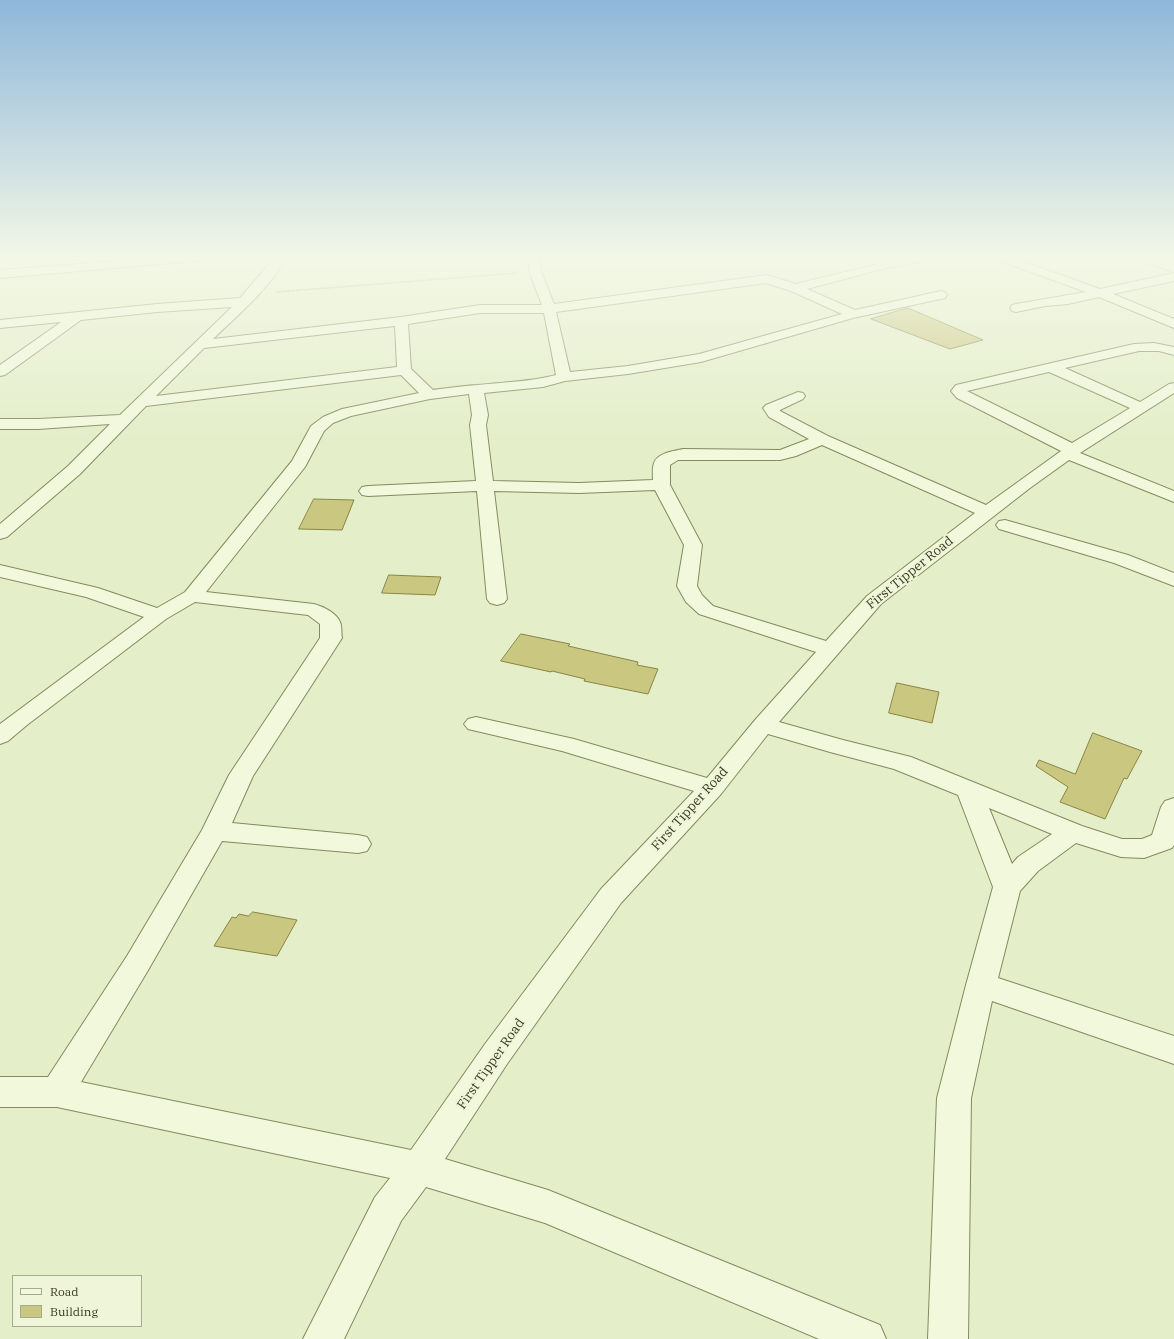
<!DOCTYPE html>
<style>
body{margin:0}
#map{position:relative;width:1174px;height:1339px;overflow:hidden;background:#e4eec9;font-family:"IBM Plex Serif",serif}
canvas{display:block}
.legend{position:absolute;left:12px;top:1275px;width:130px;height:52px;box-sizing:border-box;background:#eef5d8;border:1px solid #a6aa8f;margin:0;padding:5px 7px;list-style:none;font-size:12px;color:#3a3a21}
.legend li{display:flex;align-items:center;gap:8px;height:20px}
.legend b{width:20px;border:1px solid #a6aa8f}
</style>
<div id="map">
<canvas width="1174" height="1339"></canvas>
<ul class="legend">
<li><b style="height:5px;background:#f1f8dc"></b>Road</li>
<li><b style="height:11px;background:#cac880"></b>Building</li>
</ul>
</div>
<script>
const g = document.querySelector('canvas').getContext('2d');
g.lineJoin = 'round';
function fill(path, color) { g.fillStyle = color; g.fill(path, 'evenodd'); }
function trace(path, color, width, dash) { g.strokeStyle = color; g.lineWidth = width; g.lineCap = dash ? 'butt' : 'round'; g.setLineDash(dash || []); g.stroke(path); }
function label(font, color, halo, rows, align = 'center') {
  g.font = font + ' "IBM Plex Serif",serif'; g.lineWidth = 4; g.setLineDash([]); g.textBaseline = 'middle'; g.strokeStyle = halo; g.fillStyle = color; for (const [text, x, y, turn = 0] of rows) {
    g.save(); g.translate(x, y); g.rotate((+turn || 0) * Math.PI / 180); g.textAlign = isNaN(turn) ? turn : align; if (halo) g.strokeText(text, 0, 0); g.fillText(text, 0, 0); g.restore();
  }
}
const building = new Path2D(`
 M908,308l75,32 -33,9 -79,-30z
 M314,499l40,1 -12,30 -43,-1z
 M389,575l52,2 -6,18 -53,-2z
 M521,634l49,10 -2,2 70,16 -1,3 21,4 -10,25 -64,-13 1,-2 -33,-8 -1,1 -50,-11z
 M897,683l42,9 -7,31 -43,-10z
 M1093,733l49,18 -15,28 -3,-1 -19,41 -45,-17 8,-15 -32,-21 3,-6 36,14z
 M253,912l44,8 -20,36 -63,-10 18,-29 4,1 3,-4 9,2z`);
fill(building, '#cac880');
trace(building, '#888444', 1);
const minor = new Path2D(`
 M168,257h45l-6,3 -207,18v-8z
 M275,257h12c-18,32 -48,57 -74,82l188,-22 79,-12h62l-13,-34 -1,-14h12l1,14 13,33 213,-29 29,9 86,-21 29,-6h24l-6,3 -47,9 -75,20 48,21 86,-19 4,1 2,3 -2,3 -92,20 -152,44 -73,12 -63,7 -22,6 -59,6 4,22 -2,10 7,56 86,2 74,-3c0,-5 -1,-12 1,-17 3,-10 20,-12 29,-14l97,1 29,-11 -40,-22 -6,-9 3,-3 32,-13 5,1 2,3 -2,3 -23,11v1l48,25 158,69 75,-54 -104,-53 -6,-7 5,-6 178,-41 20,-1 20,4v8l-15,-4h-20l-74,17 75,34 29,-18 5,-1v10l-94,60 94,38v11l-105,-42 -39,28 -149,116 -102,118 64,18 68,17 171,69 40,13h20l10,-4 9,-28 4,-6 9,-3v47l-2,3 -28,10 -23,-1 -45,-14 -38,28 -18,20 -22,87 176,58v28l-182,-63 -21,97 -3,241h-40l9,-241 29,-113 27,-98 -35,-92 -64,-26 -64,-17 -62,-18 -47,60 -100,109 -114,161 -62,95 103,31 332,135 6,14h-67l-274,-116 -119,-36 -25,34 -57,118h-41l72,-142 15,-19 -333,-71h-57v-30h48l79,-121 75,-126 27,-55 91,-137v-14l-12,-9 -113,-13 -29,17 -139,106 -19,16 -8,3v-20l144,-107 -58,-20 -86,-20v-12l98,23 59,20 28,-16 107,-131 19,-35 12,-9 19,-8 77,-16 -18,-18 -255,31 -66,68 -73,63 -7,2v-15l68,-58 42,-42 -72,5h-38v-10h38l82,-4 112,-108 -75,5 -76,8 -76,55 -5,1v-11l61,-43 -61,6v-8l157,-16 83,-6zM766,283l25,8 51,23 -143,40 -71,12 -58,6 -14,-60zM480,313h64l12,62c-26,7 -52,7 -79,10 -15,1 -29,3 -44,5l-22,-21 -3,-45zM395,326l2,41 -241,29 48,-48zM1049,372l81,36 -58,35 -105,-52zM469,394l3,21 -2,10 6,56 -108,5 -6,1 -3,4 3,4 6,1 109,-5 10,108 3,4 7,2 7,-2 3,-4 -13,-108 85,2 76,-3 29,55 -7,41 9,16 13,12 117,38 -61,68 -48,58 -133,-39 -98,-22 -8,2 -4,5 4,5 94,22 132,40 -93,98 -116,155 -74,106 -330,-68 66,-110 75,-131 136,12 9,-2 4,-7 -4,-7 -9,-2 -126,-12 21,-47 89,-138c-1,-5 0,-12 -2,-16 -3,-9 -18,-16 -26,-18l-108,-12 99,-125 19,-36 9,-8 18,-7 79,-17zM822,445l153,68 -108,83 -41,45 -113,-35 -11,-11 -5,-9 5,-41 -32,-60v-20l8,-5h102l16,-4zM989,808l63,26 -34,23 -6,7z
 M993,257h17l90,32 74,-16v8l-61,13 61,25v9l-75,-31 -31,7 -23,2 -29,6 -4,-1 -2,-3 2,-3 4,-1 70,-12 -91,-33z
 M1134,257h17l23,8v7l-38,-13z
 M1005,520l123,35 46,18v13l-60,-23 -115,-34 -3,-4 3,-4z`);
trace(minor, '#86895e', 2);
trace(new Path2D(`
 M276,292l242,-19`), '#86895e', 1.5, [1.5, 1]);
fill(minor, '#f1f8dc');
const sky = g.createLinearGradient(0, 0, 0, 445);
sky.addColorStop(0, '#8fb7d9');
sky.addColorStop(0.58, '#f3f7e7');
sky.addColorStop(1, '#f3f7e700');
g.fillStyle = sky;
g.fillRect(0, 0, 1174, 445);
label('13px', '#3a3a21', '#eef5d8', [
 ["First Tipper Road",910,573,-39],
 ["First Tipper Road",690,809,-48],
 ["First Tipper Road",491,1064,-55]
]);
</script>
● ● ● ●
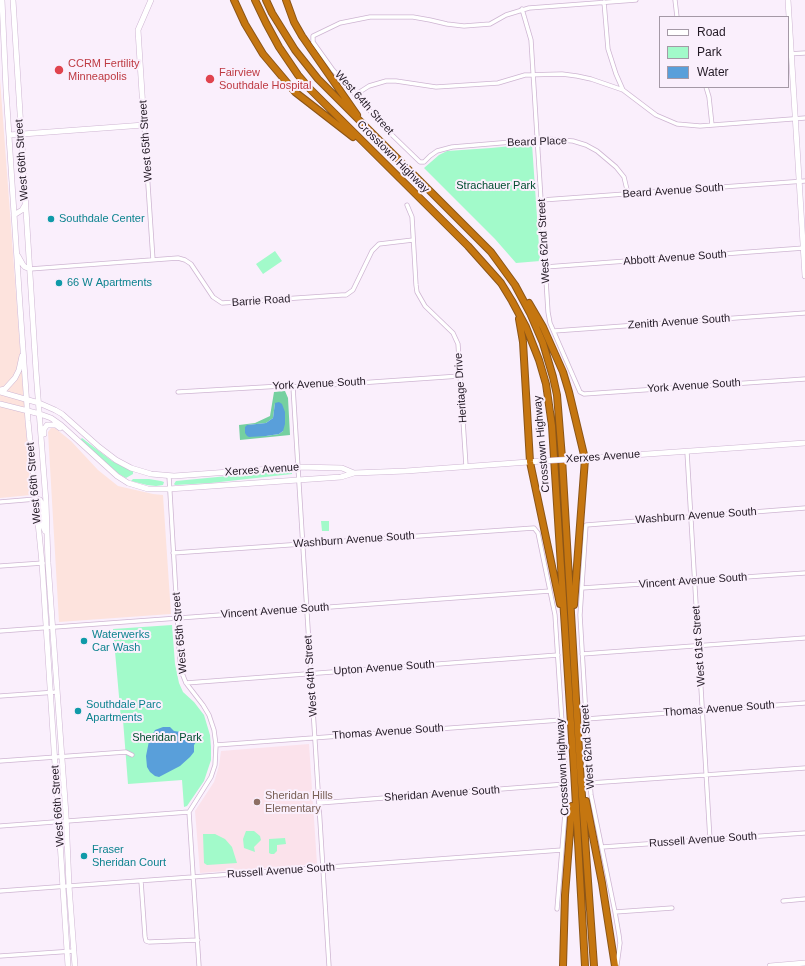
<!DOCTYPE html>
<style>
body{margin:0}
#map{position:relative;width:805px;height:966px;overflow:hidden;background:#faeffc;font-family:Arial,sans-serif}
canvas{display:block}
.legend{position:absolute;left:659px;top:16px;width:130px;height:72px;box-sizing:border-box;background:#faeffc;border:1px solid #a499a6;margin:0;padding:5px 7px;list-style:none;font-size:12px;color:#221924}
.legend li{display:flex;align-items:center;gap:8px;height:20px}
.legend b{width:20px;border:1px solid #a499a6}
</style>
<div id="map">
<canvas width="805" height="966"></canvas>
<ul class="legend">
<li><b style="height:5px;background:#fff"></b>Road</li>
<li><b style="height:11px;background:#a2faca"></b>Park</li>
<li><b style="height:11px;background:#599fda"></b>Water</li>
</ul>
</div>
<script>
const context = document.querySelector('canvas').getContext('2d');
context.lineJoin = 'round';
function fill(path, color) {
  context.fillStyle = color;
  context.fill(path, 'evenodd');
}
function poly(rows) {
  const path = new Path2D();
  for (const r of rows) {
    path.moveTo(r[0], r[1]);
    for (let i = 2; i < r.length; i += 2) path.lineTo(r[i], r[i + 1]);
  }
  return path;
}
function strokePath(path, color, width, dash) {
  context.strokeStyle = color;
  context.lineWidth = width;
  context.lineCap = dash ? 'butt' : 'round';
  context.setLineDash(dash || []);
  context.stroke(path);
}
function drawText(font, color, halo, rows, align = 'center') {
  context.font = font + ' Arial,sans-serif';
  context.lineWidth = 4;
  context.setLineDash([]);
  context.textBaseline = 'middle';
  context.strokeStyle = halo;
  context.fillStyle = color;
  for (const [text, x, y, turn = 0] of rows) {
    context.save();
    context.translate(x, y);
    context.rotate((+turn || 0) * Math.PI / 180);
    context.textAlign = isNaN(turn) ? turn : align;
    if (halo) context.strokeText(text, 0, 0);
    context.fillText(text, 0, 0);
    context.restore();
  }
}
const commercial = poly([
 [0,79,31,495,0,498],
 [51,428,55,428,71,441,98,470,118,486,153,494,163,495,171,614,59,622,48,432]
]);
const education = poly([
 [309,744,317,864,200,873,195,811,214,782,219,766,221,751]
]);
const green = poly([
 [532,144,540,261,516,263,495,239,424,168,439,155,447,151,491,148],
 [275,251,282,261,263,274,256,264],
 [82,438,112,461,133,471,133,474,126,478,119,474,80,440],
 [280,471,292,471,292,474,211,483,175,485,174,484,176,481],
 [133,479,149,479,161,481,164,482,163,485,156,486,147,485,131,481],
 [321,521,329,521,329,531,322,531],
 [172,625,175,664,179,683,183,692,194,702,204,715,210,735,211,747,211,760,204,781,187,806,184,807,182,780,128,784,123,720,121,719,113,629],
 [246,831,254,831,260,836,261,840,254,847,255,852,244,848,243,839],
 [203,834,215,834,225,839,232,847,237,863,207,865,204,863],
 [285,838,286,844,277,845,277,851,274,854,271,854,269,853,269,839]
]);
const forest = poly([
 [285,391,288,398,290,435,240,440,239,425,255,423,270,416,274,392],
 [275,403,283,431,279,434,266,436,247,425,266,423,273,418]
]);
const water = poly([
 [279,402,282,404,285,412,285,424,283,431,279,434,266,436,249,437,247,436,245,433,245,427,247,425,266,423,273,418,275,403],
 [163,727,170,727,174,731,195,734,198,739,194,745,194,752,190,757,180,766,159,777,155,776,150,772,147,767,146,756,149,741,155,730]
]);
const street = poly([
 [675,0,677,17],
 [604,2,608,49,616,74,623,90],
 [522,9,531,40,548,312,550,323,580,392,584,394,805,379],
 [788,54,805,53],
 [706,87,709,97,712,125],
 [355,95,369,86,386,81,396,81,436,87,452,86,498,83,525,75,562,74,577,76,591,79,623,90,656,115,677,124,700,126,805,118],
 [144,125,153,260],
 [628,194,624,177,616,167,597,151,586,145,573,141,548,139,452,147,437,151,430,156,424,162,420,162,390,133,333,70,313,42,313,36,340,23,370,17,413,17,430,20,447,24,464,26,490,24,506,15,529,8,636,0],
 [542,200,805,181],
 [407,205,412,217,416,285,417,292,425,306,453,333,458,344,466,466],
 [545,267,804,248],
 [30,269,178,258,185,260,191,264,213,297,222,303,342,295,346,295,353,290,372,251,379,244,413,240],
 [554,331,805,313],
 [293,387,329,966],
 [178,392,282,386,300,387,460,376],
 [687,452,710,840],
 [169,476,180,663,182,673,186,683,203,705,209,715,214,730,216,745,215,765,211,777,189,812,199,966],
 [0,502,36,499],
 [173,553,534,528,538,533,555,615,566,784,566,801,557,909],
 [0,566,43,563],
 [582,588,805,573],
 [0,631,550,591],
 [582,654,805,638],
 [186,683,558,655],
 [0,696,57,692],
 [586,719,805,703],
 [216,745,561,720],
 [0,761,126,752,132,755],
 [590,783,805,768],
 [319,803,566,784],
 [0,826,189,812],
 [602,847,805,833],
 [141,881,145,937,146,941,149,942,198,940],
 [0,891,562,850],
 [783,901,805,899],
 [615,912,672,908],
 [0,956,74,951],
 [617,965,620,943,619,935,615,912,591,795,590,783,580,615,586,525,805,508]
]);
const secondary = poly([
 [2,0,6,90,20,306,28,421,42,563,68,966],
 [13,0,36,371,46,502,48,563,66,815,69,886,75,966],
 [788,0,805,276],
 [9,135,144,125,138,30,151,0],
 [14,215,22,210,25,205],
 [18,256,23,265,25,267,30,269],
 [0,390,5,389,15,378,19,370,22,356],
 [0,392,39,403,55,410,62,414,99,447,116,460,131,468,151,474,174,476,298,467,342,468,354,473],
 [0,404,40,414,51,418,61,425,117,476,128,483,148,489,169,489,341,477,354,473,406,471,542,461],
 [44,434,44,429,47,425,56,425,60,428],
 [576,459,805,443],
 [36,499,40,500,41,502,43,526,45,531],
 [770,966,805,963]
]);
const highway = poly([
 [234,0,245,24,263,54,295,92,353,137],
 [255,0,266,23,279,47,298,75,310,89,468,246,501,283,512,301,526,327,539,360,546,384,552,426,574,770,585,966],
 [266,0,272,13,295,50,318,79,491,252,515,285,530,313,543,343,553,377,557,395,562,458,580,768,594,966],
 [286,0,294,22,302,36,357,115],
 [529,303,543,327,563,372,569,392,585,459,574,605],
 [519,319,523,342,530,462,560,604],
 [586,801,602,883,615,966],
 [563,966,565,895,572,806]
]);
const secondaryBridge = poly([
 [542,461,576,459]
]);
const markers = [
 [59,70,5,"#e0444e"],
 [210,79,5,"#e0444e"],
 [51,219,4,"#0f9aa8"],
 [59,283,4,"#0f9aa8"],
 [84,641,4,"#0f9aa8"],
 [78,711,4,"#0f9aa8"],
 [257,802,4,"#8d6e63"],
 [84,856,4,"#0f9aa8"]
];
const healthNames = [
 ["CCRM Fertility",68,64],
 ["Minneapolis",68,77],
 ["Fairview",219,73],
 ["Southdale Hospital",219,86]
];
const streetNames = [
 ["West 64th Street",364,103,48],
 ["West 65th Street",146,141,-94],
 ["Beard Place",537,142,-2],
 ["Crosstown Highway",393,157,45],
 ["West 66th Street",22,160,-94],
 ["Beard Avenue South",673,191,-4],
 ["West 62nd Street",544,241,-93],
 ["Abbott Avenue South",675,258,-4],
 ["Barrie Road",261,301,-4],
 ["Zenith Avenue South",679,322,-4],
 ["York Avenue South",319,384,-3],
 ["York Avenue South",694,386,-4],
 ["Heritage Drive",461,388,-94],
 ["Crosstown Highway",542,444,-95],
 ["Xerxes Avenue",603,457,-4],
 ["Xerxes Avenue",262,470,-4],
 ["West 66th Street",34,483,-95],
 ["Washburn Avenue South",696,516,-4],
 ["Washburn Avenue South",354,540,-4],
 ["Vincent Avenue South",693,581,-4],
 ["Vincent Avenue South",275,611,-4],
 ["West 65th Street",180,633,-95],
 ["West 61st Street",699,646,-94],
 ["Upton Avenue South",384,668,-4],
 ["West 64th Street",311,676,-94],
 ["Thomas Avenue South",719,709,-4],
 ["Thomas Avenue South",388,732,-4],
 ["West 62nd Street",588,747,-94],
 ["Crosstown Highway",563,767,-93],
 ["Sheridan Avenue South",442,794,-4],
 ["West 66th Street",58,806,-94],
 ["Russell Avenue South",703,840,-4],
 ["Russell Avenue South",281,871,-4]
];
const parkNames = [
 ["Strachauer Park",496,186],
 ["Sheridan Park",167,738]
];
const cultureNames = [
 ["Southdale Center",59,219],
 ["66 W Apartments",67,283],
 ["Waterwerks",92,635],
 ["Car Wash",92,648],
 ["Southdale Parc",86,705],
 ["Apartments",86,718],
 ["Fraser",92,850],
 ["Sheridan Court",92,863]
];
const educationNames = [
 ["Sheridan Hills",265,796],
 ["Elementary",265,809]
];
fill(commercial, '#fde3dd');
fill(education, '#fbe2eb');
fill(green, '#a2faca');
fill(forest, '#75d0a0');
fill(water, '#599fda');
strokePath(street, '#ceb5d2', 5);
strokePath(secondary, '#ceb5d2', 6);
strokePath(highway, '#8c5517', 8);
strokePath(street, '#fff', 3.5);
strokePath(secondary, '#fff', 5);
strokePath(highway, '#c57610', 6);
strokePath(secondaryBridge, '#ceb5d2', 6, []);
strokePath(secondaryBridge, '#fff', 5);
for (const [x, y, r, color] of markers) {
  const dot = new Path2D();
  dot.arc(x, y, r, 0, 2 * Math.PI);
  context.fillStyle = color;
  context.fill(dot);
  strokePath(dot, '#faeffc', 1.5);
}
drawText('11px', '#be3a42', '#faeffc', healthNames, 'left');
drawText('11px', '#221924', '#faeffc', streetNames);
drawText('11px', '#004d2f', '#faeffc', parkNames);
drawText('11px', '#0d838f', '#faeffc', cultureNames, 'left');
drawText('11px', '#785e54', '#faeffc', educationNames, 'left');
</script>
● ● ● ●
— What you should do —
Scan the data above for the word "addColorStop", then copy every line that holds it.

— Written solution —
sky.addColorStop(0, '#8fb7d9');
sky.addColorStop(0.58, '#f3f7e7');
sky.addColorStop(1, '#f3f7e700');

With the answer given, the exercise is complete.